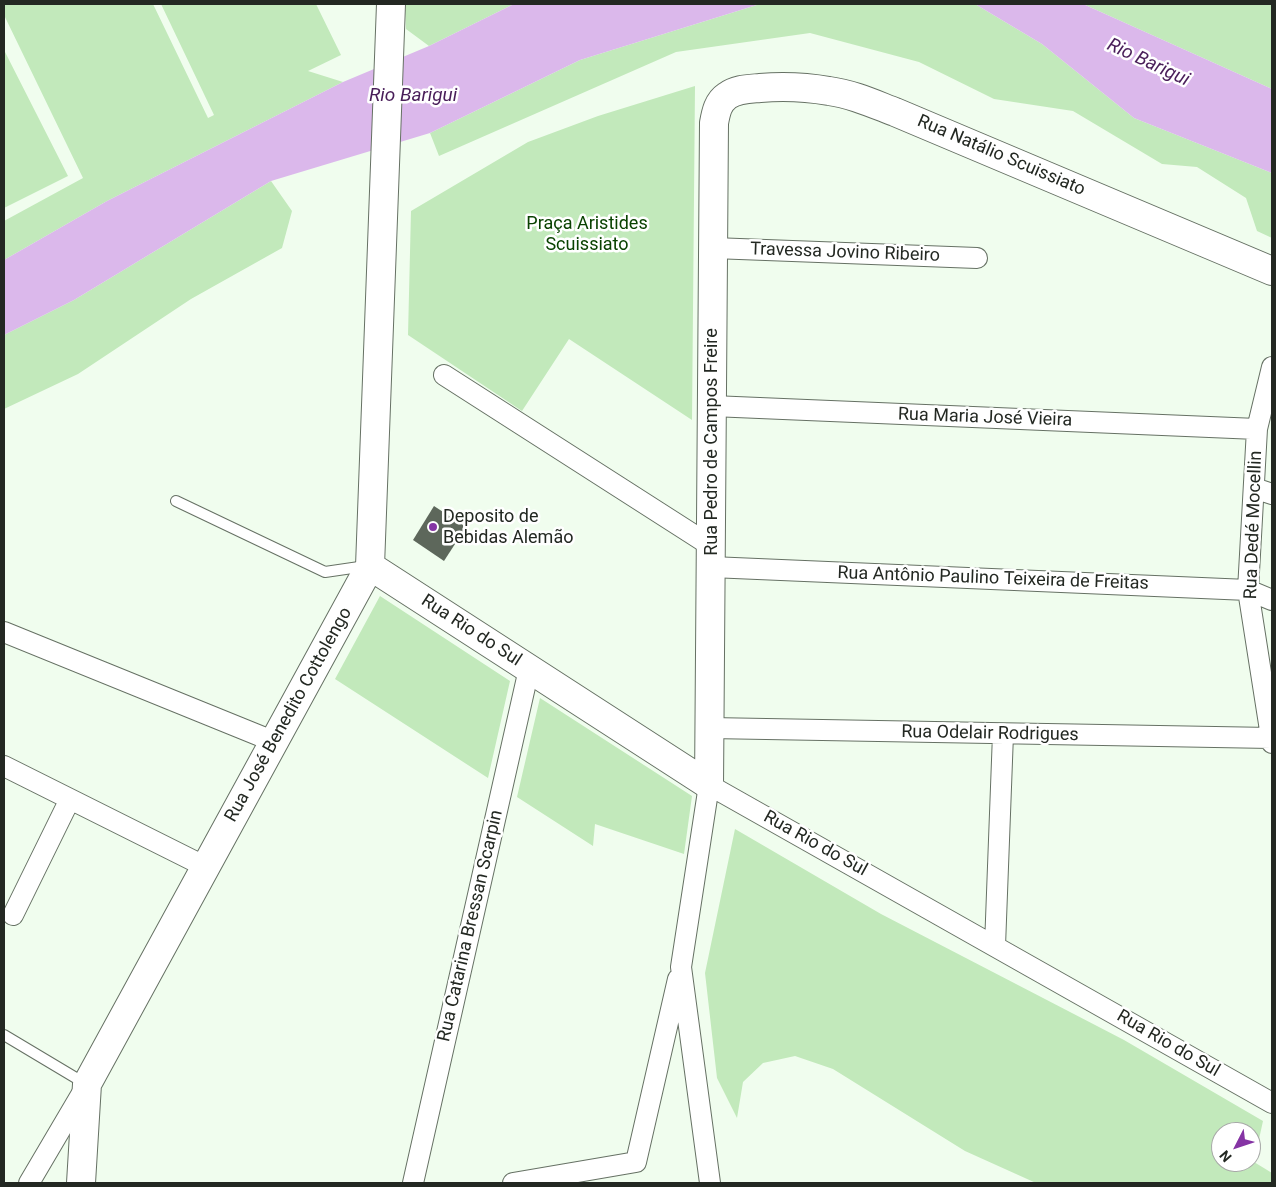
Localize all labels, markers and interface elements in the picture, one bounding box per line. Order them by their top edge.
water label: Rio Barigui [1103,34,1193,92]
water label: Rio Barigui [369,85,457,107]
street label: Rua Natálio Scuissiato [914,111,1088,201]
park label: Praça Aristides Scuissiato [526,213,648,255]
street label: Travessa Jovino Ribeiro [750,239,940,267]
street label: Rua Pedro de Campos Freire [701,328,723,556]
street label: Rua Maria José Vieira [898,404,1072,432]
street label: Rua Dedé Mocellin [1241,450,1267,600]
place label: Deposito de Bebidas Alemão [443,506,573,548]
marker: Deposito de Bebidas Alemão [427,521,439,533]
street label: Rua Antônio Paulino Teixeira de Freitas [837,563,1149,595]
street label: Rua Rio do Sul [417,591,525,671]
street label: Rua José Benedito Cottolengo [221,604,357,826]
street label: Rua Odelair Rodrigues [901,722,1079,746]
street label: Rua Rio do Sul [759,807,871,881]
street label: Rua Catarina Bressan Scarpin [434,808,508,1044]
street label: Rua Rio do Sul [1113,1006,1223,1082]
north arrow [1211,1122,1261,1172]
text: N [1216,1147,1235,1165]

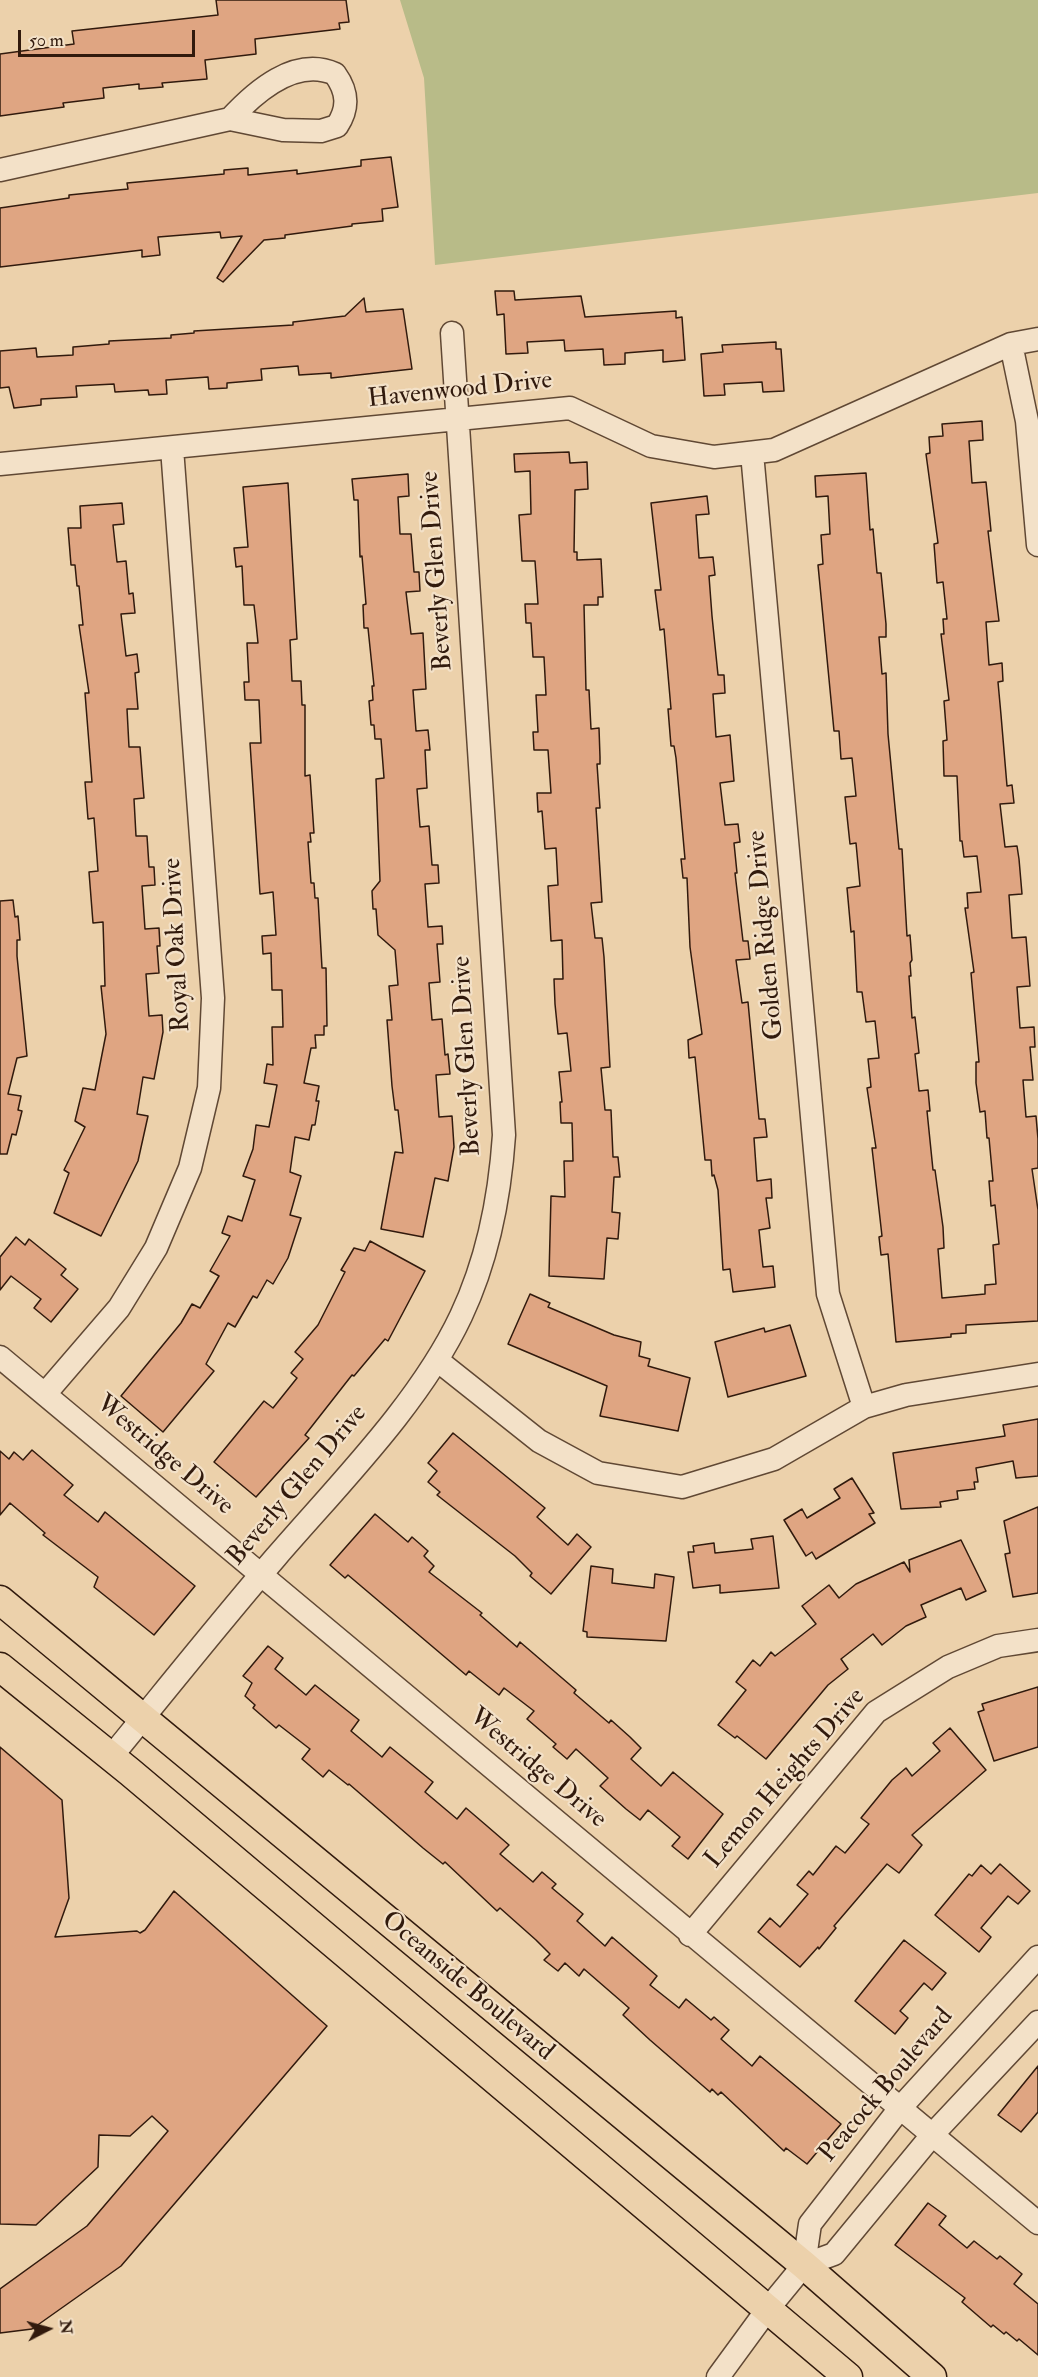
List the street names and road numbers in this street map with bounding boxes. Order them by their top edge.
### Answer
street label: Havenwood Drive [366,366,554,416]
street label: Beverly Glen Drive [415,470,461,672]
street label: Golden Ridge Drive [742,829,792,1041]
street label: Royal Oak Drive [158,857,198,1033]
street label: Beverly Glen Drive [447,955,489,1157]
street label: Westridge Drive [89,1389,239,1523]
street label: Beverly Glen Drive [222,1399,374,1573]
street label: Lemon Heights Drive [699,1683,873,1875]
street label: Westridge Drive [462,1702,612,1836]
street label: Oceanside Boulevard [374,1906,560,2068]
street label: Peacock Boulevard [813,2002,961,2170]

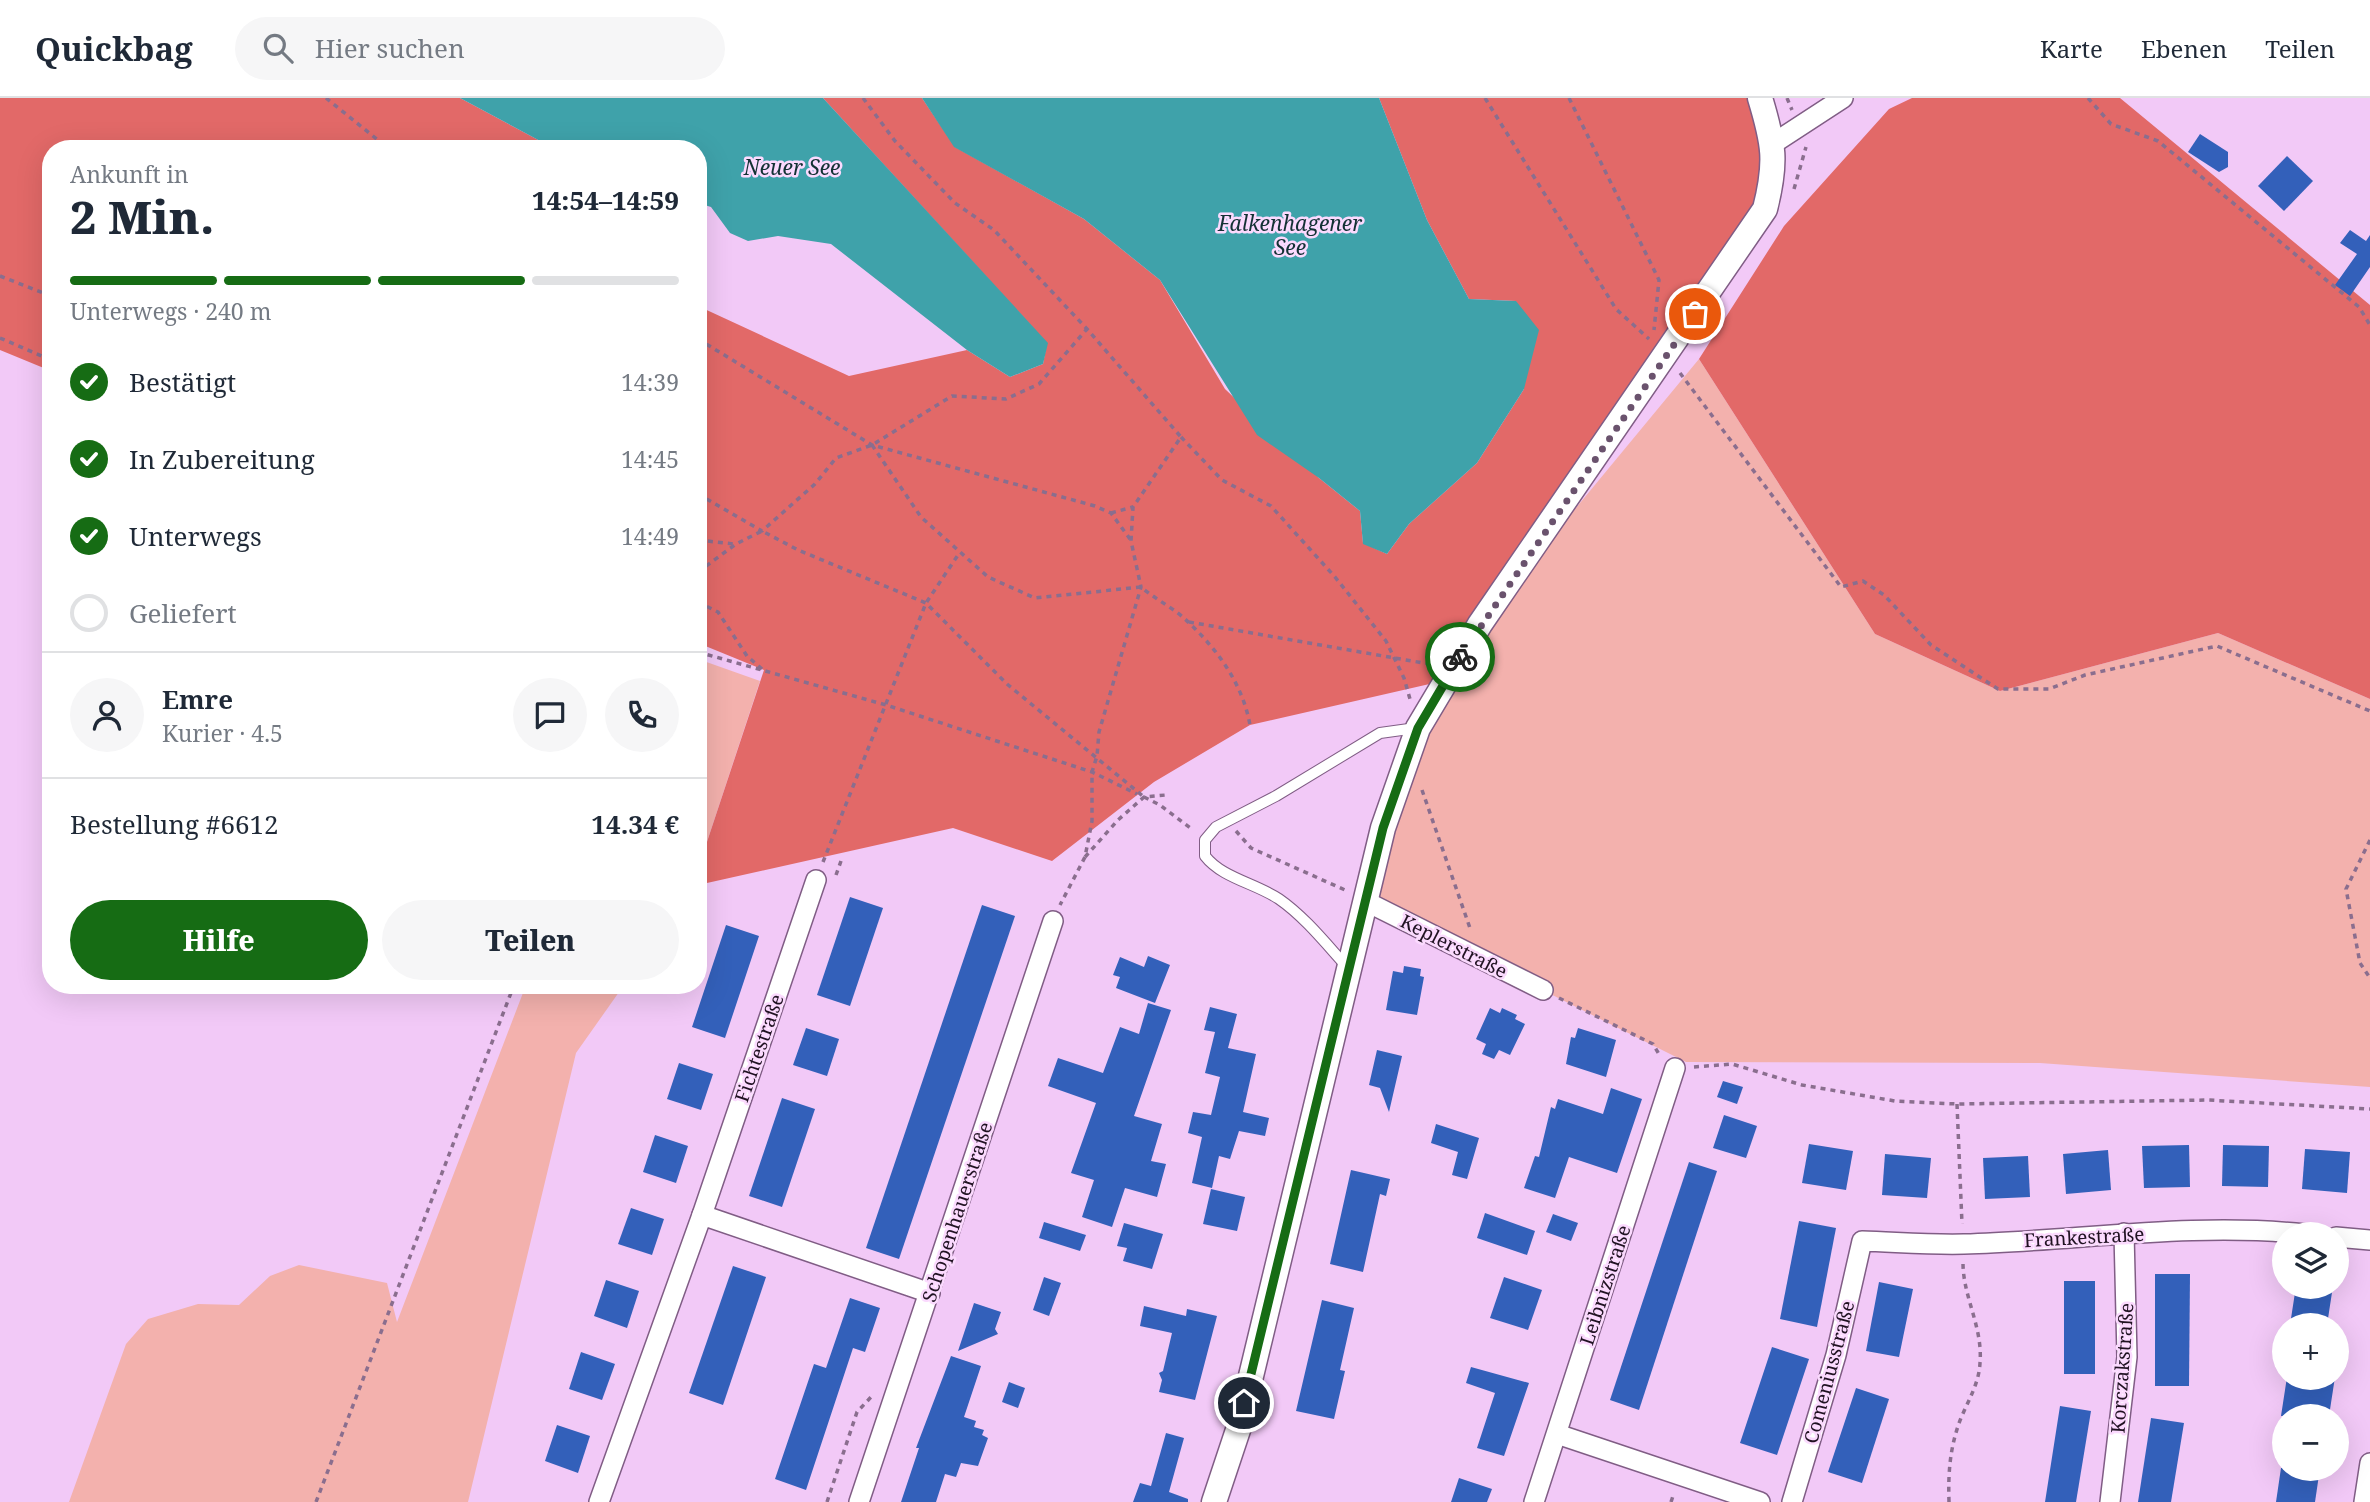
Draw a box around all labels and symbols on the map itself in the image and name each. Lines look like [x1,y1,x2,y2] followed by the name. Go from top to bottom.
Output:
[743,153,840,181] water label: Neuer See
[1217,209,1362,261] water label: Falkenhagener See
[1665,284,1725,344] pin
[1425,622,1495,692] courier
[1396,908,1512,984] street label: Keplerstraße
[728,991,790,1105] street label: Fichtestraße
[916,1119,998,1305] street label: Schopenhauerstraße
[2023,1221,2145,1253] street label: Frankestraße
[1573,1222,1637,1348] street label: Leibnizstraße
[1797,1298,1861,1446] street label: Comeniusstraße
[2104,1302,2140,1434] street label: Korczakstraße
[1214,1373,1274,1433] pin

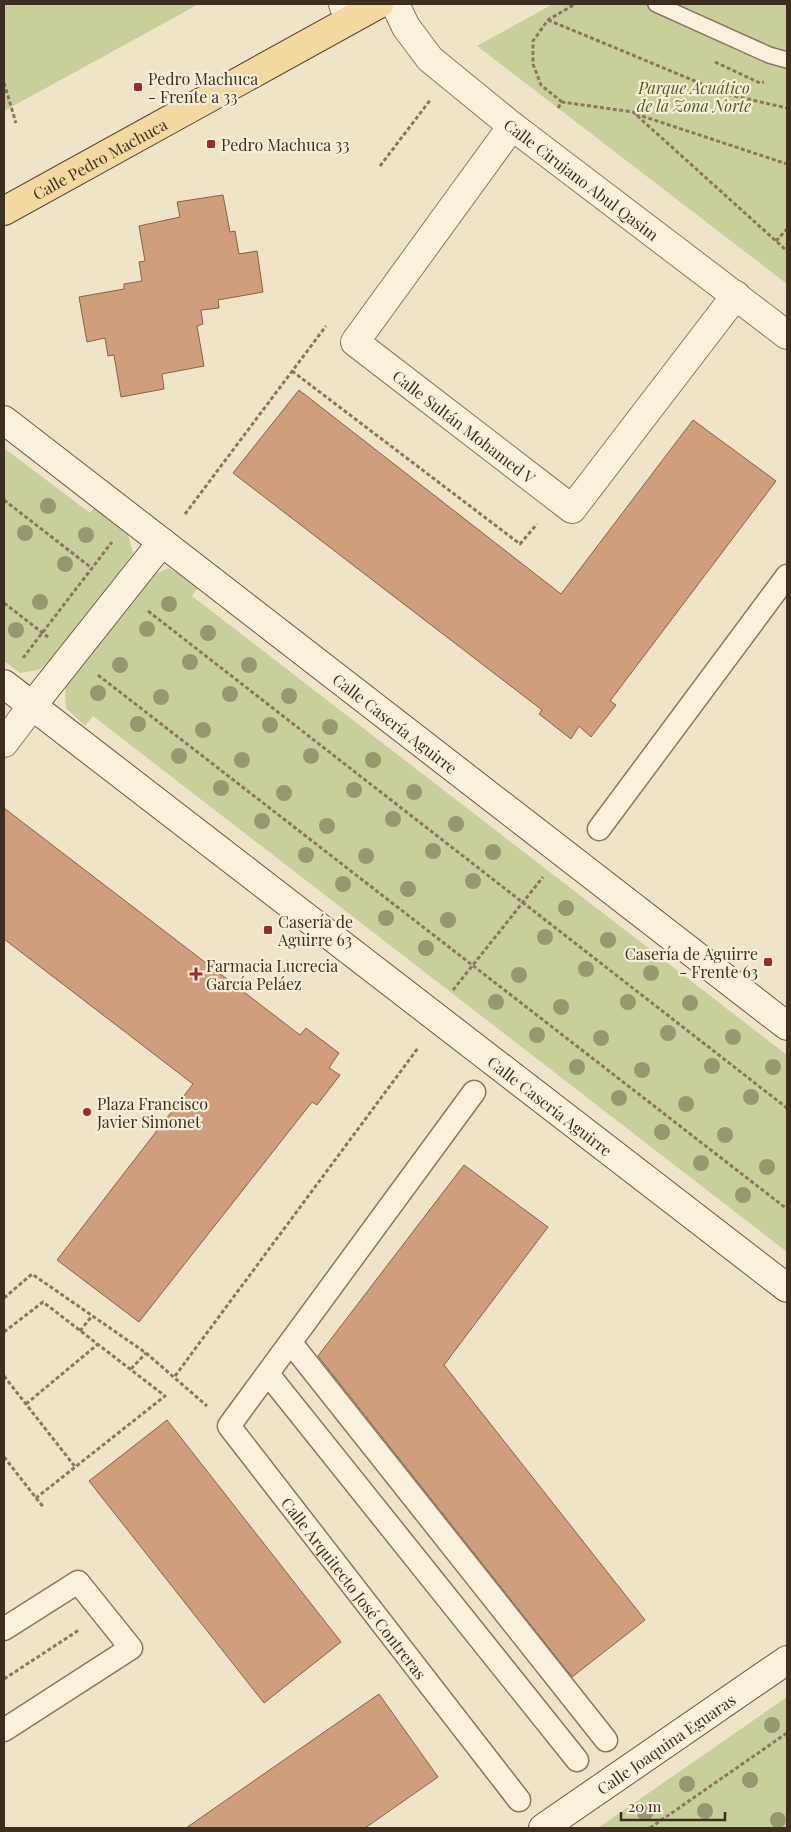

====

AIM OF THE TASK:
The entries above need to be printed again exactly; please exclude all pictures.

SOLUTION TO THIS TASK:
Localize all labels, markers and interface elements in the picture, one bounding box per line. Order them by their top edge.
water label: Rio Barigui [1103,34,1193,92]
water label: Rio Barigui [369,85,457,107]
street label: Rua Natálio Scuissiato [914,111,1088,201]
park label: Praça Aristides Scuissiato [526,213,648,255]
street label: Travessa Jovino Ribeiro [750,239,940,267]
street label: Rua Pedro de Campos Freire [701,328,723,556]
street label: Rua Maria José Vieira [898,404,1072,432]
street label: Rua Dedé Mocellin [1241,450,1267,600]
place label: Deposito de Bebidas Alemão [443,506,573,548]
marker: Deposito de Bebidas Alemão [427,521,439,533]
street label: Rua Antônio Paulino Teixeira de Freitas [837,563,1149,595]
street label: Rua Rio do Sul [417,591,525,671]
street label: Rua José Benedito Cottolengo [221,604,357,826]
street label: Rua Odelair Rodrigues [901,722,1079,746]
street label: Rua Rio do Sul [759,807,871,881]
street label: Rua Catarina Bressan Scarpin [434,808,508,1044]
street label: Rua Rio do Sul [1113,1006,1223,1082]
north arrow [1211,1122,1261,1172]
text: N [1216,1147,1235,1165]

List the street names and road numbers in this street map with bounding boxes. Order them by their top edge.
### Answer
street label: Havenwood Drive [366,366,554,416]
street label: Beverly Glen Drive [415,470,461,672]
street label: Golden Ridge Drive [742,829,792,1041]
street label: Royal Oak Drive [158,857,198,1033]
street label: Beverly Glen Drive [447,955,489,1157]
street label: Westridge Drive [89,1389,239,1523]
street label: Beverly Glen Drive [222,1399,374,1573]
street label: Lemon Heights Drive [699,1683,873,1875]
street label: Westridge Drive [462,1702,612,1836]
street label: Oceanside Boulevard [374,1906,560,2068]
street label: Peacock Boulevard [813,2002,961,2170]

Draw a box around all labels and symbols on the map itself in the image and name each. Lines look like [x1,y1,x2,y2] followed by the name. Go from top to bottom.
Output:
[743,153,840,181] water label: Neuer See
[1217,209,1362,261] water label: Falkenhagener See
[1665,284,1725,344] pin
[1425,622,1495,692] courier
[1396,908,1512,984] street label: Keplerstraße
[728,991,790,1105] street label: Fichtestraße
[916,1119,998,1305] street label: Schopenhauerstraße
[2023,1221,2145,1253] street label: Frankestraße
[1573,1222,1637,1348] street label: Leibnizstraße
[1797,1298,1861,1446] street label: Comeniusstraße
[2104,1302,2140,1434] street label: Korczakstraße
[1214,1373,1274,1433] pin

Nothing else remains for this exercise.